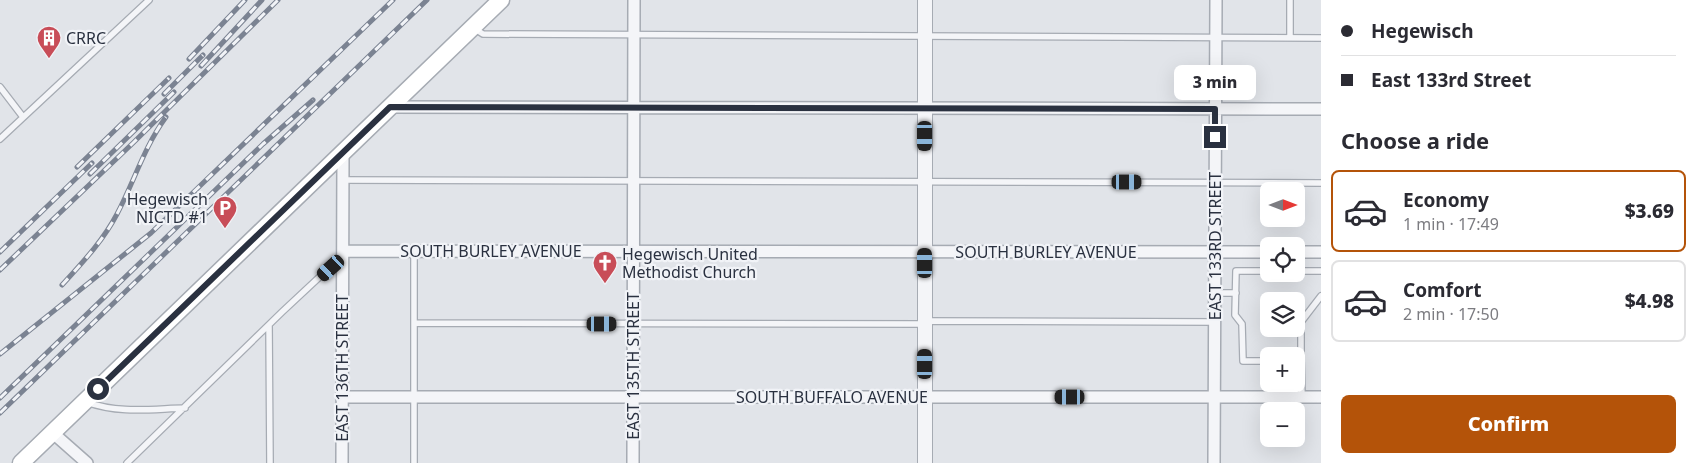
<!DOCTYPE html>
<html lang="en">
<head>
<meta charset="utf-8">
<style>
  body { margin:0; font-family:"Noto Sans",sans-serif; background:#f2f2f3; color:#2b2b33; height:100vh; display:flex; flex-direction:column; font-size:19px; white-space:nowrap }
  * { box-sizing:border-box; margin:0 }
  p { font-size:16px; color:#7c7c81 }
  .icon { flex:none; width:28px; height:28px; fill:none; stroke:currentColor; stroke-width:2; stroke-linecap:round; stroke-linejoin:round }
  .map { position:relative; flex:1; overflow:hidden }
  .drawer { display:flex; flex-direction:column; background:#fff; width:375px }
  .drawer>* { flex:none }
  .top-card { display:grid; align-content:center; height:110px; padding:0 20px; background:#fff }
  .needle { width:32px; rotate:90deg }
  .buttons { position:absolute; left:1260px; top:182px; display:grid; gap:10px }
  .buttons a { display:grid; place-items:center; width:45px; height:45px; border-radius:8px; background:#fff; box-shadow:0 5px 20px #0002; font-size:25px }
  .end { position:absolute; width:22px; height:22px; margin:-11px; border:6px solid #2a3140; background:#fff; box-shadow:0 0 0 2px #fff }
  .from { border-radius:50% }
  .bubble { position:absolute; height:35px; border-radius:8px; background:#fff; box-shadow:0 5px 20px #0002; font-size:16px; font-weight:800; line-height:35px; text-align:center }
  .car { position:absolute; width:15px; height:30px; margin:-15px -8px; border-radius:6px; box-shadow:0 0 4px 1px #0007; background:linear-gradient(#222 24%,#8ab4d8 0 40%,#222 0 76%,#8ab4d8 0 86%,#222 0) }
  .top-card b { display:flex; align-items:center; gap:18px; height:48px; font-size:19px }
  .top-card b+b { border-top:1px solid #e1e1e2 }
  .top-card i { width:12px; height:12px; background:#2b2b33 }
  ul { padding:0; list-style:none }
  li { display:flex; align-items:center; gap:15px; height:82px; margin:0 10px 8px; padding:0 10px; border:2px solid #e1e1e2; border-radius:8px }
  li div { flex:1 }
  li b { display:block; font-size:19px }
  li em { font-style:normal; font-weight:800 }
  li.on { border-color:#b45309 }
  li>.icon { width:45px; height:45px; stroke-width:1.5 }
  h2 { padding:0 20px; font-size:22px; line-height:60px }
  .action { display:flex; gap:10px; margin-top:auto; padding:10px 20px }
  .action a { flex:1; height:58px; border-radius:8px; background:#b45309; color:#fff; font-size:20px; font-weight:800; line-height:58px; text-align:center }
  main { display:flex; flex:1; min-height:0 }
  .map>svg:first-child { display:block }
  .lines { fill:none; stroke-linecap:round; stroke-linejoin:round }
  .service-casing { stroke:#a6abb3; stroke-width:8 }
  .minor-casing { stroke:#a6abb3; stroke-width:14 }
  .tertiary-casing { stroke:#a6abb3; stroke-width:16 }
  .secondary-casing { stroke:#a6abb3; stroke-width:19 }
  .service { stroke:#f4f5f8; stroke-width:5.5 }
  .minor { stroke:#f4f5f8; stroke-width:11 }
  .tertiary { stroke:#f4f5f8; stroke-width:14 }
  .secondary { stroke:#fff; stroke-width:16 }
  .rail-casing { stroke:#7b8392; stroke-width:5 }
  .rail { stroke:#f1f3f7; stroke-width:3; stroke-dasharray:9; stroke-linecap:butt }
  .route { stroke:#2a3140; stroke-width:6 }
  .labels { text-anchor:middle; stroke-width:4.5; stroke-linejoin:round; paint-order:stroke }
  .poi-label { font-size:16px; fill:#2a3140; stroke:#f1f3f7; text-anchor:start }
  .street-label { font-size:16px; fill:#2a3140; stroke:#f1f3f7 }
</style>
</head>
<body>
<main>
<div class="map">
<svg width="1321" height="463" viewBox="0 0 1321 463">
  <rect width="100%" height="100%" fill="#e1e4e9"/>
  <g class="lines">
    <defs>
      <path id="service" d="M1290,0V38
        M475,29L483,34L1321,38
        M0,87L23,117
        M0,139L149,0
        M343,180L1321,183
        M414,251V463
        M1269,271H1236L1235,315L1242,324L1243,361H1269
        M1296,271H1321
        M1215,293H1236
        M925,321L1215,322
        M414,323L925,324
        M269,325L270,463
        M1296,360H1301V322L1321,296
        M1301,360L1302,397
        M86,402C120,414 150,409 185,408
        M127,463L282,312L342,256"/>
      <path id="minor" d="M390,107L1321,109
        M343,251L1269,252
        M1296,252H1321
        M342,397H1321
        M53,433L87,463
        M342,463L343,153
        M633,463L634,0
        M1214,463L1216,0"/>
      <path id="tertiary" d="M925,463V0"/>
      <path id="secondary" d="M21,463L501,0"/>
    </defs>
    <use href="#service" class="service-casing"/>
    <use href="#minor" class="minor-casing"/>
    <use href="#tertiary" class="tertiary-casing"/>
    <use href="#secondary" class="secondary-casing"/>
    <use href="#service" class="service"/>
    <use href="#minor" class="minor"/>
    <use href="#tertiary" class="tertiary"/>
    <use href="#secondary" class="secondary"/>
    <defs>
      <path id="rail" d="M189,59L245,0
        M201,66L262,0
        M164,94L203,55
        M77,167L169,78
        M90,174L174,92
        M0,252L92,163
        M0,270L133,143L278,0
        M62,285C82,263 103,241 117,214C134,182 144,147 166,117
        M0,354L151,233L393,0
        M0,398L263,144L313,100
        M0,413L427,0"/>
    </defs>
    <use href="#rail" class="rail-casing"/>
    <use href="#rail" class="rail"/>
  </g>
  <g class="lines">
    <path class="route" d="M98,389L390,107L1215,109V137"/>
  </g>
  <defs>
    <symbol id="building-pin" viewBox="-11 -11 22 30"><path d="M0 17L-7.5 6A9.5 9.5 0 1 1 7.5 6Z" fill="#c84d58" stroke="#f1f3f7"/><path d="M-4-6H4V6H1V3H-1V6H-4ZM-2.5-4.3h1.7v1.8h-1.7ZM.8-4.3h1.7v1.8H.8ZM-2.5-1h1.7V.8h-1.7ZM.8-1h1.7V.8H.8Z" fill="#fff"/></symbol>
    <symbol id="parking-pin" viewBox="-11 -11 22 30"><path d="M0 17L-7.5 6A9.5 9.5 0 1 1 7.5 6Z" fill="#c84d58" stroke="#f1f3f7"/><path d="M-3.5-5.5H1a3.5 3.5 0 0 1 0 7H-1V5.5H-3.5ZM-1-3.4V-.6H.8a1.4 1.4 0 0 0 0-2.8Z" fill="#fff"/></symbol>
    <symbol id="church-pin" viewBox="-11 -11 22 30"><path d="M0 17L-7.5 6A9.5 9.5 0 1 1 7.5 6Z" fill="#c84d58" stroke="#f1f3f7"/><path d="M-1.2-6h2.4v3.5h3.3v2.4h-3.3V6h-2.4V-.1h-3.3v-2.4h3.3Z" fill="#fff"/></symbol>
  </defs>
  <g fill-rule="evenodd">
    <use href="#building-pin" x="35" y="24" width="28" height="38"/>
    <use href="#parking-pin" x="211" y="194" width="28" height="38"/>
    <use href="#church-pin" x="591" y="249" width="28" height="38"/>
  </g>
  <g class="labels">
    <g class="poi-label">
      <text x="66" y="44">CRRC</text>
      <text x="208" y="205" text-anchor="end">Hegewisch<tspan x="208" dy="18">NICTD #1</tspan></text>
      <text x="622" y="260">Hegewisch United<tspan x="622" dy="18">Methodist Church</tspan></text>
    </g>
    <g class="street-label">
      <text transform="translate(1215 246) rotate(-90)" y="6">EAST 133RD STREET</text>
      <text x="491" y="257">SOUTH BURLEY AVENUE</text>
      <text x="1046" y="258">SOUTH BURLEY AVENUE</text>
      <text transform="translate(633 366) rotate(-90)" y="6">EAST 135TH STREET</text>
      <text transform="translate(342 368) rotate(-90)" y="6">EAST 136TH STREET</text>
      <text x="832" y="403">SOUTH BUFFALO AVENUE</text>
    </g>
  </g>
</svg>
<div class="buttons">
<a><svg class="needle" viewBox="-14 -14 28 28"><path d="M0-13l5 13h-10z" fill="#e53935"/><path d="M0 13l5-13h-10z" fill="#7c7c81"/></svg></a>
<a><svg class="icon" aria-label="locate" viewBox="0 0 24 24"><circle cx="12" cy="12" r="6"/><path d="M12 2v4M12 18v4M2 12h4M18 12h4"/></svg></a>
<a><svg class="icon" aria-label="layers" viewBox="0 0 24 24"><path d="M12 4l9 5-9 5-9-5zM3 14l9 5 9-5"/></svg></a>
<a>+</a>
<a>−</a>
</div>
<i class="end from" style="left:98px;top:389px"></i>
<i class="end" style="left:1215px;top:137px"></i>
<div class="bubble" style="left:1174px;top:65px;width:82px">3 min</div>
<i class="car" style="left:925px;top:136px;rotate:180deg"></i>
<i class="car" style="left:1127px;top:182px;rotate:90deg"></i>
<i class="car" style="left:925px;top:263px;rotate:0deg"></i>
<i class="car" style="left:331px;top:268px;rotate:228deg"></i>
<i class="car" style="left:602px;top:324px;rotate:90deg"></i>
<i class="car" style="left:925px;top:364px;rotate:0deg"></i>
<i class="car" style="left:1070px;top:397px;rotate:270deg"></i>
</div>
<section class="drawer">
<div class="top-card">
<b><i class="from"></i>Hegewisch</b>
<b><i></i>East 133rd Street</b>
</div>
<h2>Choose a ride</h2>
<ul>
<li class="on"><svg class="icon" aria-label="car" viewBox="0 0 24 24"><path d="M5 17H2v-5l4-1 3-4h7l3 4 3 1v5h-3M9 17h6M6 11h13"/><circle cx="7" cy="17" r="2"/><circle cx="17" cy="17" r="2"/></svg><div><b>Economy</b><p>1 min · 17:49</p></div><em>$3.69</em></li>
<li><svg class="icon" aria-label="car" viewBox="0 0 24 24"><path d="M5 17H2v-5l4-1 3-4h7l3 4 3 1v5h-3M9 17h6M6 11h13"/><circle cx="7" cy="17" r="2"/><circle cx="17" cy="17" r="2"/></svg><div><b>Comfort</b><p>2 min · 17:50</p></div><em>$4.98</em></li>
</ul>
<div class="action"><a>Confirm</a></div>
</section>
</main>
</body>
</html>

----

TASK TO COMPLETE
Using the records above, report each line that contains the word "none" by copying it.

TASK RESULT
  .icon { flex:none; width:28px; height:28px; fill:none; stroke:currentColor; stroke-width:2; stroke-linecap:round; stroke-linejoin:round }
  .drawer>* { flex:none }
  ul { padding:0; list-style:none }
  .lines { fill:none; stroke-linecap:round; stroke-linejoin:round }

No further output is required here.